TASK DIRECTIONS
Reproduce the opening lines of the records exactly, please, stopping after the line that contains "-50%;border:3px solid #fff;box-shadow:0".

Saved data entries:
::::::::

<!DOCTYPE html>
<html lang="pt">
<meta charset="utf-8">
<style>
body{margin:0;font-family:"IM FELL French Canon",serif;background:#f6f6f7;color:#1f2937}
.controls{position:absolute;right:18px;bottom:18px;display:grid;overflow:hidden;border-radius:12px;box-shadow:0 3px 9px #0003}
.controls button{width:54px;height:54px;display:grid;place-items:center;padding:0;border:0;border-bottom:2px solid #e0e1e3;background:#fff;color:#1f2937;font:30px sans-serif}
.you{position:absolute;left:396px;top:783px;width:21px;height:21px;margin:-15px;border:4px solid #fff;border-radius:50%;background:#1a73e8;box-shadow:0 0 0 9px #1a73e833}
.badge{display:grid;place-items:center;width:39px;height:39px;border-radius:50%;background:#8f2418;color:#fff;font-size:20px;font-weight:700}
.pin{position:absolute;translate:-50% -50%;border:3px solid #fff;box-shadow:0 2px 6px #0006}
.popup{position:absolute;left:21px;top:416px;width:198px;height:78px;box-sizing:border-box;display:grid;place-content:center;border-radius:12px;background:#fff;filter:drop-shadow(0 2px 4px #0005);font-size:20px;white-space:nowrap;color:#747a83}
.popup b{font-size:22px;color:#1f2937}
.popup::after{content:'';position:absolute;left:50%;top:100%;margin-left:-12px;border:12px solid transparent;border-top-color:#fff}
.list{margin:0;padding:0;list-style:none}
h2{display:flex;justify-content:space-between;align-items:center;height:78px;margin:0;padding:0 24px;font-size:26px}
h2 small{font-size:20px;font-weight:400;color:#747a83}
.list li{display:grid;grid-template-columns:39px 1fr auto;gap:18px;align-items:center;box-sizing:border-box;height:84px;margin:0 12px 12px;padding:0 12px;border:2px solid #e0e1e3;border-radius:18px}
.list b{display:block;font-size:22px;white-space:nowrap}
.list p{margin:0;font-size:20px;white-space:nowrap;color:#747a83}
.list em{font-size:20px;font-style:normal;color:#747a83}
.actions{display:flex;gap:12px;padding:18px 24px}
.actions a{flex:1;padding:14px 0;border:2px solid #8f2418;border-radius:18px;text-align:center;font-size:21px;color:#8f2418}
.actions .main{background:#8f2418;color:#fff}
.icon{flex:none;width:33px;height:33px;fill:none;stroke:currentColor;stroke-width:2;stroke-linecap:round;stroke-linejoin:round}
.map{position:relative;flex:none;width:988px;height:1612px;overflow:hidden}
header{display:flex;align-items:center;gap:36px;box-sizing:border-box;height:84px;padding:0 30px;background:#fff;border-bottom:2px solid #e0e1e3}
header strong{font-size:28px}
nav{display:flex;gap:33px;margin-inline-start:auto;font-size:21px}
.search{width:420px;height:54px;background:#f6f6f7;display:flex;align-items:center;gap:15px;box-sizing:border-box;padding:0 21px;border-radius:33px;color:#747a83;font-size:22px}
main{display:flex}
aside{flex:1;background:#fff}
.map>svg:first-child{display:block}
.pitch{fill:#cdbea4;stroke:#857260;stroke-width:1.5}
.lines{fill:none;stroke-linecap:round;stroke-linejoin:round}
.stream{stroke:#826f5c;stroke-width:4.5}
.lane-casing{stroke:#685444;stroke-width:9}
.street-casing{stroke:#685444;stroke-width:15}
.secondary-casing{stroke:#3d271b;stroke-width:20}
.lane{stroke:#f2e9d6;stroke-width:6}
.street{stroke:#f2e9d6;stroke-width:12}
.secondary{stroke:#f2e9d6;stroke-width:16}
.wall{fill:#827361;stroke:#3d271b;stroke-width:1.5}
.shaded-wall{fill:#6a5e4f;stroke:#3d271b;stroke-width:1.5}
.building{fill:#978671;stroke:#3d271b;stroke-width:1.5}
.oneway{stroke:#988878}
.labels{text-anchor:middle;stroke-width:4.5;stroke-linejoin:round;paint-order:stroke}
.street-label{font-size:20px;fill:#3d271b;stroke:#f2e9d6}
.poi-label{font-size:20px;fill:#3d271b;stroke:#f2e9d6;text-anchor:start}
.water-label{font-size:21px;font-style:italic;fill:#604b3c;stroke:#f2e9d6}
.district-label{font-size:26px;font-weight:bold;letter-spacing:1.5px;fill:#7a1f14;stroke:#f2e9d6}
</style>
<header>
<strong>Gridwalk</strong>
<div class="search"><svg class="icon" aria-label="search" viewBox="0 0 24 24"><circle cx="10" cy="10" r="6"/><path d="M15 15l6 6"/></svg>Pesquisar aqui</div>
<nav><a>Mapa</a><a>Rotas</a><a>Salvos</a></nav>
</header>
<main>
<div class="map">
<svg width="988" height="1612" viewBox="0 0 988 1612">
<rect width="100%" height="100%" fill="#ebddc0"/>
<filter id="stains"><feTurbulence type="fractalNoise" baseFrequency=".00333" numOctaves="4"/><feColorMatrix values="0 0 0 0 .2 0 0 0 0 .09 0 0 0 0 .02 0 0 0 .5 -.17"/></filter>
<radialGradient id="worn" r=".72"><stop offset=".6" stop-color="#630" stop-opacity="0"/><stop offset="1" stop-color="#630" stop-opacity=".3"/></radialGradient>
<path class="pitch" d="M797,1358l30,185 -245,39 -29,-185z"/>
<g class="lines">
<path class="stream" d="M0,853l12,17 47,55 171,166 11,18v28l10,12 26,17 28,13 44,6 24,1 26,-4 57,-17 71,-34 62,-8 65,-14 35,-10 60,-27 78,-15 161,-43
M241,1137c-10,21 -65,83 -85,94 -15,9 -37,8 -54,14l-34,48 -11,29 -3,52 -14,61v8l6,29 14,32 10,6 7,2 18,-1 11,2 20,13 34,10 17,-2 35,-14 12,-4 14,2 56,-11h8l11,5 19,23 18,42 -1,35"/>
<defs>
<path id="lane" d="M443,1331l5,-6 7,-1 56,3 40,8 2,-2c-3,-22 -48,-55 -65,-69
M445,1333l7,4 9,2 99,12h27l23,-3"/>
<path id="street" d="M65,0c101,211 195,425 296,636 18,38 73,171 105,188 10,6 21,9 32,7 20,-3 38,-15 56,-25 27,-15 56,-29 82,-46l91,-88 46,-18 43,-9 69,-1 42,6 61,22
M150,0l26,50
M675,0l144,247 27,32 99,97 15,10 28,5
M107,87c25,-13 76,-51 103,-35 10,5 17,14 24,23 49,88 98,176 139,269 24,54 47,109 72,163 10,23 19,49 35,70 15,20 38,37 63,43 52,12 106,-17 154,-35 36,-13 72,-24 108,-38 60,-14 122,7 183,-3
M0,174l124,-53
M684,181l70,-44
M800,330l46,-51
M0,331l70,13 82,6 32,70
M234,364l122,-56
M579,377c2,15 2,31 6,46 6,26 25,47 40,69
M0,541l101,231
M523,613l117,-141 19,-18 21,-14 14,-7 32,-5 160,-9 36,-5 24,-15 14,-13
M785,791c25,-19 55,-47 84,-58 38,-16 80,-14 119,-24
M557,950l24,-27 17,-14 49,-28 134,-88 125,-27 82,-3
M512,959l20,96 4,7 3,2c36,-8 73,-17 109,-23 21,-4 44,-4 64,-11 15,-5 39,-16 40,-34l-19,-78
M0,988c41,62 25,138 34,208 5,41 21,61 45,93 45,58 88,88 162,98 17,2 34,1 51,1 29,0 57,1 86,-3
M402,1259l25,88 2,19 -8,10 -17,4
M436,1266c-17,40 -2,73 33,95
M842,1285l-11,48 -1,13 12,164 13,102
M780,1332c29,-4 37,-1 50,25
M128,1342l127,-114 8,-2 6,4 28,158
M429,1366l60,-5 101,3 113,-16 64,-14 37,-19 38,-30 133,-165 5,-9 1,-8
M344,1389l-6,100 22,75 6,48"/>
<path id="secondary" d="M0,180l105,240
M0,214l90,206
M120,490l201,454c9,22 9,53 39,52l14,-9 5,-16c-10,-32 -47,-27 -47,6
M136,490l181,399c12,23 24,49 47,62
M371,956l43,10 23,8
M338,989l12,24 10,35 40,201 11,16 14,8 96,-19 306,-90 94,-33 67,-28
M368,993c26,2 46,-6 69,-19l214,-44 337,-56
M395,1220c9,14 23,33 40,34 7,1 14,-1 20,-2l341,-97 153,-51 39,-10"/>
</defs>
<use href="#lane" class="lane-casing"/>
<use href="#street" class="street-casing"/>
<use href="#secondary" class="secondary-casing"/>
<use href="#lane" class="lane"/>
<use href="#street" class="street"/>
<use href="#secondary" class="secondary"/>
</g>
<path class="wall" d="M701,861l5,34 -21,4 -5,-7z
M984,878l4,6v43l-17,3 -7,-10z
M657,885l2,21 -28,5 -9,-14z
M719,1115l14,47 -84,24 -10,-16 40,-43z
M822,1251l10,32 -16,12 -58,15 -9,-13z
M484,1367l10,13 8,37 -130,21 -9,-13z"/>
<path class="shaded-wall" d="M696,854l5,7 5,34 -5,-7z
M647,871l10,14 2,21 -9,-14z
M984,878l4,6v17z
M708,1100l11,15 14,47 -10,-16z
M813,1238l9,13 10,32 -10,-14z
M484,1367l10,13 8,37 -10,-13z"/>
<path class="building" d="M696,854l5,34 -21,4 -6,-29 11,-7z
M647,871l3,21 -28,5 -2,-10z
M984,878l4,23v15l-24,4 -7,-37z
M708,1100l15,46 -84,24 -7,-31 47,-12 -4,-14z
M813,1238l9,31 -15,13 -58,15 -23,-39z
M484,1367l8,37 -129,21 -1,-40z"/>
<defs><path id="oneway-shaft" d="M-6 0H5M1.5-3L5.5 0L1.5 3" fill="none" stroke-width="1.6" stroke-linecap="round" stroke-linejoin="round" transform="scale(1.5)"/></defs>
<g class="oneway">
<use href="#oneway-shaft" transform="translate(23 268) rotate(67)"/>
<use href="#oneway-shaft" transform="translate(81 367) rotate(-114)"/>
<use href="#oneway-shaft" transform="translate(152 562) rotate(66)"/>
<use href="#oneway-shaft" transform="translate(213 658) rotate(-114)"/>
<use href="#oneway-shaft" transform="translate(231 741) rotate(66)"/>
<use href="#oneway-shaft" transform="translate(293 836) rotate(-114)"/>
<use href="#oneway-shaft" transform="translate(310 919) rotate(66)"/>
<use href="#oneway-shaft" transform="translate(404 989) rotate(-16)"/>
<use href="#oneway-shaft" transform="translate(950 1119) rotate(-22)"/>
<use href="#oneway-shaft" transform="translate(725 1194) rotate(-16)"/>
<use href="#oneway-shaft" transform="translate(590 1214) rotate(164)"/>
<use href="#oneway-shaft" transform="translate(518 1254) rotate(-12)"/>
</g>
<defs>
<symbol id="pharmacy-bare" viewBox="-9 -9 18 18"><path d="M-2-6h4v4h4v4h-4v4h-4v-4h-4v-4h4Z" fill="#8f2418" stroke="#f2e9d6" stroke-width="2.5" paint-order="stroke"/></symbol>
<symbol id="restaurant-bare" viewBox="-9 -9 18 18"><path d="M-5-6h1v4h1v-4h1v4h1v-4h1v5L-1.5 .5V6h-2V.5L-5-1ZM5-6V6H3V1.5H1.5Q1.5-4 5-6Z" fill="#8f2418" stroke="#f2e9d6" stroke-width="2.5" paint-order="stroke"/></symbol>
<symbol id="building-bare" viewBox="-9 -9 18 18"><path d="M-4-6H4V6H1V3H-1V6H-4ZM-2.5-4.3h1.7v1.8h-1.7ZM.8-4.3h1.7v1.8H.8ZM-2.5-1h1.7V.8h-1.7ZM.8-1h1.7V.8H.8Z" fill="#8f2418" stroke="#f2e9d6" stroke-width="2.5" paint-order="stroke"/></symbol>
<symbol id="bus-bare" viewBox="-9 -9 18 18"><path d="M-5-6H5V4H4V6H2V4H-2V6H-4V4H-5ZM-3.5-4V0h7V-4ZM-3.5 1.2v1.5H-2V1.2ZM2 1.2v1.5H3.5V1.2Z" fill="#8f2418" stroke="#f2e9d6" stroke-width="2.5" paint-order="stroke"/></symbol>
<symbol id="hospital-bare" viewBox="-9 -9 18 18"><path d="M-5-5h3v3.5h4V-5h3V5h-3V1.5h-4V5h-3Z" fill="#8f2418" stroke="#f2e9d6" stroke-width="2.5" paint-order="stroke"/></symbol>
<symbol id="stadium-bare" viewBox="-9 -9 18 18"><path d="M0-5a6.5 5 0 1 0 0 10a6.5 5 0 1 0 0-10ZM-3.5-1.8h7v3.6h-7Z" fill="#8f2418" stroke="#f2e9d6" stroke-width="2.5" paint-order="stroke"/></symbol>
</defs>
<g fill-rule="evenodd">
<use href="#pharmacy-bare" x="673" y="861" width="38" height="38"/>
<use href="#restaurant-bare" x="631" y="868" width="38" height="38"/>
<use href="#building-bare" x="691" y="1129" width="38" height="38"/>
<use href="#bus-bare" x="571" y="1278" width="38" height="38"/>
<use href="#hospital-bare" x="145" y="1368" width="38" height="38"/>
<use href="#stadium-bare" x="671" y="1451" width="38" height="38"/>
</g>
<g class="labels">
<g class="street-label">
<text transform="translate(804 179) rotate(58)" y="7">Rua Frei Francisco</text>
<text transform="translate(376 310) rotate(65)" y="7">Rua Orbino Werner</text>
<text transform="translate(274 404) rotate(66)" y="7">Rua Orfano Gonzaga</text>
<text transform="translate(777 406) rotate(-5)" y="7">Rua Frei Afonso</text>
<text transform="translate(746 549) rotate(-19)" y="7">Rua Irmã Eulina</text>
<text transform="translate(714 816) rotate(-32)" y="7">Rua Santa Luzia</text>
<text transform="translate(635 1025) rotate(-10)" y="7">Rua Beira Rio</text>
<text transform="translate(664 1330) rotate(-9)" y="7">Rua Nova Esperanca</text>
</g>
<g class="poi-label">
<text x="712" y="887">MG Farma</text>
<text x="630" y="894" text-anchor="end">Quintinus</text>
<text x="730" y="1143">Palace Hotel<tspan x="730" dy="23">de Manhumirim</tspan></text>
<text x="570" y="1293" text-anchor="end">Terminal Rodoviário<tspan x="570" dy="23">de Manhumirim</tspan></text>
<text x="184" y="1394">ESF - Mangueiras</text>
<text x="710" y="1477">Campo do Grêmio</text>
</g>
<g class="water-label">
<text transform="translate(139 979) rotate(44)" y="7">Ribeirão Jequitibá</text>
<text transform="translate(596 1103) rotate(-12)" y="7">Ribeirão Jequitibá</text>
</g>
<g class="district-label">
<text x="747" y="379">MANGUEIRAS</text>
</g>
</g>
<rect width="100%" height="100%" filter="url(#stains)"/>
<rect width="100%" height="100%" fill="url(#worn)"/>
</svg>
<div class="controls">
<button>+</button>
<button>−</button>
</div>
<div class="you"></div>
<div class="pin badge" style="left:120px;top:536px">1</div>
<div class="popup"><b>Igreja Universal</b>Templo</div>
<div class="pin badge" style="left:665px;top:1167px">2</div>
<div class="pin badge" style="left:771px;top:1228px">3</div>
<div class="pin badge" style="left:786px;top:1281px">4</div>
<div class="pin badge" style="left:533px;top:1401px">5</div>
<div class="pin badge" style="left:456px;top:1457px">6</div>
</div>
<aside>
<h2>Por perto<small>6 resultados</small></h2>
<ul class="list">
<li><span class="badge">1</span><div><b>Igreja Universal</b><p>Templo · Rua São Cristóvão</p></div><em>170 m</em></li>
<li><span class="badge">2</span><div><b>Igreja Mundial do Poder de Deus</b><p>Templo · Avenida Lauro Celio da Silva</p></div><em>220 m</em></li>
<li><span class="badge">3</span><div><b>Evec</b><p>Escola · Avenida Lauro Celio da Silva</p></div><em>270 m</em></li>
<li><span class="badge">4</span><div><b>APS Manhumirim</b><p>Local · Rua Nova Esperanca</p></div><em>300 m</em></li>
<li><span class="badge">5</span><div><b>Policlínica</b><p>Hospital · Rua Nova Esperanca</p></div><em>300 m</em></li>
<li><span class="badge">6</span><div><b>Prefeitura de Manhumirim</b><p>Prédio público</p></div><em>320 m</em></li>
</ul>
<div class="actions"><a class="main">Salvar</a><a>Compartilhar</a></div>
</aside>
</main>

::::::::

THE ANSWER
<!DOCTYPE html>
<html lang="pt">
<meta charset="utf-8">
<style>
body{margin:0;font-family:"IM FELL French Canon",serif;background:#f6f6f7;color:#1f2937}
.controls{position:absolute;right:18px;bottom:18px;display:grid;overflow:hidden;border-radius:12px;box-shadow:0 3px 9px #0003}
.controls button{width:54px;height:54px;display:grid;place-items:center;padding:0;border:0;border-bottom:2px solid #e0e1e3;background:#fff;color:#1f2937;font:30px sans-serif}
.you{position:absolute;left:396px;top:783px;width:21px;height:21px;margin:-15px;border:4px solid #fff;border-radius:50%;background:#1a73e8;box-shadow:0 0 0 9px #1a73e833}
.badge{display:grid;place-items:center;width:39px;height:39px;border-radius:50%;background:#8f2418;color:#fff;font-size:20px;font-weight:700}
.pin{position:absolute;translate:-50% -50%;border:3px solid #fff;box-shadow:0 2px 6px #0006}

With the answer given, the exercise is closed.